Teach Like a Pirate: Increase Student Engagement, Boost Your Creativity, and Transform Your Life as an EducatorTeach Like a Pirate: Increase Student Engagement, Boost Your Creativity, and Transform Your Life as an Educator by Dave Burgess

My rating: 2 of 5 stars

So much hype surrounds this book, and its been rated highly by many educators whom I respect, so I thought it would be worth a look.

Author Dave Burgess shares a great deal about his teaching practice, and to that end, its a great read. I always love hearing about how other teachers go about their work. He has a great emphasis on creativity and engagement, and provides many great tips that I’m sure many teachers will find useful.

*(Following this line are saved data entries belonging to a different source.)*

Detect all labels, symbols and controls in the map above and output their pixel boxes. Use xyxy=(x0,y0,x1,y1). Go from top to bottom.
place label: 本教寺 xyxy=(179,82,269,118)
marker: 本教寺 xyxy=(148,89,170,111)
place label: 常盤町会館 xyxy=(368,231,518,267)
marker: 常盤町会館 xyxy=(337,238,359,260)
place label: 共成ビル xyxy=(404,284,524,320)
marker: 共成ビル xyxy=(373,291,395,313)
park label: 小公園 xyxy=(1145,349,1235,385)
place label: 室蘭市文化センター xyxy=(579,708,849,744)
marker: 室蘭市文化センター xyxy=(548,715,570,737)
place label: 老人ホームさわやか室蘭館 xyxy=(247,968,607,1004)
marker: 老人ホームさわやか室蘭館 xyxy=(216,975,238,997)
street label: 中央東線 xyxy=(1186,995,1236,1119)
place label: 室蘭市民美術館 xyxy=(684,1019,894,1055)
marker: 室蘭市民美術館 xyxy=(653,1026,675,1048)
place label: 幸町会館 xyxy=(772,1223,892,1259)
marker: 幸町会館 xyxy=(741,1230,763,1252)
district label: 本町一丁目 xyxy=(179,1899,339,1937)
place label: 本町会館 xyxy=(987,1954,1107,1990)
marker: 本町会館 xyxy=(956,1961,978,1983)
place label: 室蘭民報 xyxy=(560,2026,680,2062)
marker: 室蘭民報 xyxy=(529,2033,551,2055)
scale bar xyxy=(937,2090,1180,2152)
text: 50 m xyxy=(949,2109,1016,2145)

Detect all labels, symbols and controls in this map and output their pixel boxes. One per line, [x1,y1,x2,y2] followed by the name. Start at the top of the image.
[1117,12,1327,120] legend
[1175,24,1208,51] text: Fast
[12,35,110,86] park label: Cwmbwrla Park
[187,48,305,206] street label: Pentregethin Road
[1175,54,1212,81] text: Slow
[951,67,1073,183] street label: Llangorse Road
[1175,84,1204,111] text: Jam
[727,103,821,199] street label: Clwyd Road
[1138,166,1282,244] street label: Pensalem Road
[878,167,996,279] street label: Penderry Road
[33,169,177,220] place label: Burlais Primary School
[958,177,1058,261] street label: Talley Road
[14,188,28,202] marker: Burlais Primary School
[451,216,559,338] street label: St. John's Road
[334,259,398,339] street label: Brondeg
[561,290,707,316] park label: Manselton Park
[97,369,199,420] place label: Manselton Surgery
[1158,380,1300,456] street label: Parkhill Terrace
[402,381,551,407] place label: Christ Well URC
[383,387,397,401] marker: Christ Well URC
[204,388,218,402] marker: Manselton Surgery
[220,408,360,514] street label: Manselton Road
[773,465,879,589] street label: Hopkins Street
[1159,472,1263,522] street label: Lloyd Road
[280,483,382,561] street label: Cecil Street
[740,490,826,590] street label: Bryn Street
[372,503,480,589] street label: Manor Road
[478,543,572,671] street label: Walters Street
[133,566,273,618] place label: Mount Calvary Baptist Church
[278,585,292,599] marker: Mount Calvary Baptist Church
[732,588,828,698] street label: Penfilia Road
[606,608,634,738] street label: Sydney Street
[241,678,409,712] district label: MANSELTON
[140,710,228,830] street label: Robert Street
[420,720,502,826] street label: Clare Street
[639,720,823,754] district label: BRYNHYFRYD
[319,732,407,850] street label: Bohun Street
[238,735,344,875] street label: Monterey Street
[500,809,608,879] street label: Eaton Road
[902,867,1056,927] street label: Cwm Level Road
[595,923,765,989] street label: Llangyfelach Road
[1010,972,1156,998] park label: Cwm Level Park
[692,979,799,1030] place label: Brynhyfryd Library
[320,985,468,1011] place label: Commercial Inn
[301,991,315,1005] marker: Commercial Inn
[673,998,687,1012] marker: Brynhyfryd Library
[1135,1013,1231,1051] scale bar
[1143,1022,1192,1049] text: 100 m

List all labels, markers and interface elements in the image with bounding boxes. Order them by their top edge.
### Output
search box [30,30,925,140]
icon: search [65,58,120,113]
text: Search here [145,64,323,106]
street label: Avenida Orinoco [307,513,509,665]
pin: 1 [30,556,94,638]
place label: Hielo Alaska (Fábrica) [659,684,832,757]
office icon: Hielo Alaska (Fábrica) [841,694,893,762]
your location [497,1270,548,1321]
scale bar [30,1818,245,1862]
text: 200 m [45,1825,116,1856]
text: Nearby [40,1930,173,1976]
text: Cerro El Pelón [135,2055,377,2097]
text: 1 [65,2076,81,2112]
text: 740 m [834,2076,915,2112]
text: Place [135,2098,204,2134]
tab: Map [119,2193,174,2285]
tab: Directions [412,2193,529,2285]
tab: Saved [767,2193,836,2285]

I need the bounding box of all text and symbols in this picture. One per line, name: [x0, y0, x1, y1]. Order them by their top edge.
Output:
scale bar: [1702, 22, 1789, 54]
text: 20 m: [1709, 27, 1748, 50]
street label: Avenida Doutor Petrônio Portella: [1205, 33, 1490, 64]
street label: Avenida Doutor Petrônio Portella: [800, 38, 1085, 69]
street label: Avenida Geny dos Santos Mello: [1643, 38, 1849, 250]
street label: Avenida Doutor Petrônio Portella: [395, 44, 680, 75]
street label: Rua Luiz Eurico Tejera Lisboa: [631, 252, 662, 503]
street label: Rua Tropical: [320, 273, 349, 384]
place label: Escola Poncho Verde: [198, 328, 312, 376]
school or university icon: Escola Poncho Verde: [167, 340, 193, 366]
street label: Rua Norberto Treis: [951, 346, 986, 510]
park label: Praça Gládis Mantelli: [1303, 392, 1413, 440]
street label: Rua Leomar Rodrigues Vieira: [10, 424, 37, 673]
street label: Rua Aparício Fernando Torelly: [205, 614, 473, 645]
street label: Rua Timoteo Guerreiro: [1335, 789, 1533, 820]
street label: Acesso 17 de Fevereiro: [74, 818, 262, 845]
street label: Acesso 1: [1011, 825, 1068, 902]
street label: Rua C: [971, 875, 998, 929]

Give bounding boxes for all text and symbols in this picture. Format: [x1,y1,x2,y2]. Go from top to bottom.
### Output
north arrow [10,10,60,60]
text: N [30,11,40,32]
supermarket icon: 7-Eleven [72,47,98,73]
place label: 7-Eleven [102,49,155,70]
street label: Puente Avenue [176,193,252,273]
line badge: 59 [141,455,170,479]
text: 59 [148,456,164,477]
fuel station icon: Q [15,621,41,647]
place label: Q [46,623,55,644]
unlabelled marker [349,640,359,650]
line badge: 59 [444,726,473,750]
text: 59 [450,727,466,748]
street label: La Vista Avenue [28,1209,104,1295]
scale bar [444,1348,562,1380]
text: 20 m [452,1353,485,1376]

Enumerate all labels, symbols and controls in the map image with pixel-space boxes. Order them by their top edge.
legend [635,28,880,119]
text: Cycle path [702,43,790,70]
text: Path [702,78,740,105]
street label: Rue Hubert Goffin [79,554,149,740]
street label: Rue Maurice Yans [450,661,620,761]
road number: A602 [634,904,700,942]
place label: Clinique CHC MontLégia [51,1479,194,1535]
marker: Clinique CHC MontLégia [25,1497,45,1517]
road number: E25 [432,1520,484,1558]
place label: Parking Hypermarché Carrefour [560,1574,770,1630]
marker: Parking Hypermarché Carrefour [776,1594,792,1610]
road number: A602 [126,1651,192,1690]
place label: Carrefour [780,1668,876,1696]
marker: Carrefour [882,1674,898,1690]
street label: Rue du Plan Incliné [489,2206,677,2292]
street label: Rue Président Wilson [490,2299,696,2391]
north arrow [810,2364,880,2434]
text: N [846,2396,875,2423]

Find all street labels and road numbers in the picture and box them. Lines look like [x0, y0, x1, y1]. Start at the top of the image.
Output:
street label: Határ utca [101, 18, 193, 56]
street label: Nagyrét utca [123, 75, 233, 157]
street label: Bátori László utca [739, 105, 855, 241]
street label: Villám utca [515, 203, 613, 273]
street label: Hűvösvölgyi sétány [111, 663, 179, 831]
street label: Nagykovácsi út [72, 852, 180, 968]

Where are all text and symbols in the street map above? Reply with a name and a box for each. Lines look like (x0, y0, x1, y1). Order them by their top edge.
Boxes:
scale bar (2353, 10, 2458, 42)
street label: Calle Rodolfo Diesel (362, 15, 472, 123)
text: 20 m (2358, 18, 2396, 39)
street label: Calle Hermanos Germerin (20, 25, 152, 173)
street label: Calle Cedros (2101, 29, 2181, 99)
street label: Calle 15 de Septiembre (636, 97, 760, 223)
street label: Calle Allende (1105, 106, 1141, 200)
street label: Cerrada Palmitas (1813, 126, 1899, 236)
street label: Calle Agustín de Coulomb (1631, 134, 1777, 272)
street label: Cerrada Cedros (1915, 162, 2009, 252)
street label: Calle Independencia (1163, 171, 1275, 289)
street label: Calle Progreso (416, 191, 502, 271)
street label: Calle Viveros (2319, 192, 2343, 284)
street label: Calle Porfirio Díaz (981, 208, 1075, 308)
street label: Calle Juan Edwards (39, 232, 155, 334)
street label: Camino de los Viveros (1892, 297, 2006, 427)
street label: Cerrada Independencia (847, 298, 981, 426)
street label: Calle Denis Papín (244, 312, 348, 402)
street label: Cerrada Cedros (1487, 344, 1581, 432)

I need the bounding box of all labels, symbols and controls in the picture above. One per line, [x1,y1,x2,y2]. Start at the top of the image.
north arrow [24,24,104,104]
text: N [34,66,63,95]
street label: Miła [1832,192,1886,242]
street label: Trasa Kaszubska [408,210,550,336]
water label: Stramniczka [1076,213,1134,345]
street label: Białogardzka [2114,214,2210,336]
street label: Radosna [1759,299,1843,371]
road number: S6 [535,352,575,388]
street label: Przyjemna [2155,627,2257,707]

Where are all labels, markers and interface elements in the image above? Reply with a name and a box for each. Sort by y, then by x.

He repeatedly reminds his readers that education needs to be more than about what is on the test, and one of the points of difference between his class and many other classes, is that he provides far better reasons for his students to engage in learning than telling them they need it for the test. Perhaps this is one of the reasons, the book didn’t really resonate with me. Burgess works in the US school system, which is increasingly dominated by high stakes standardised testing. In my system, that’s not the case. We aren’t test driven, and I know of no teachers who use the ‘test’ as a justification for any of the learning their students do.

As an Australian primary school teacher, I found nothing new. We already take a creative, cross curricular approach to our work. Dress up days, theme days, magic, cooking, outdoor lessons, simulation games, role play, are all common and familiar.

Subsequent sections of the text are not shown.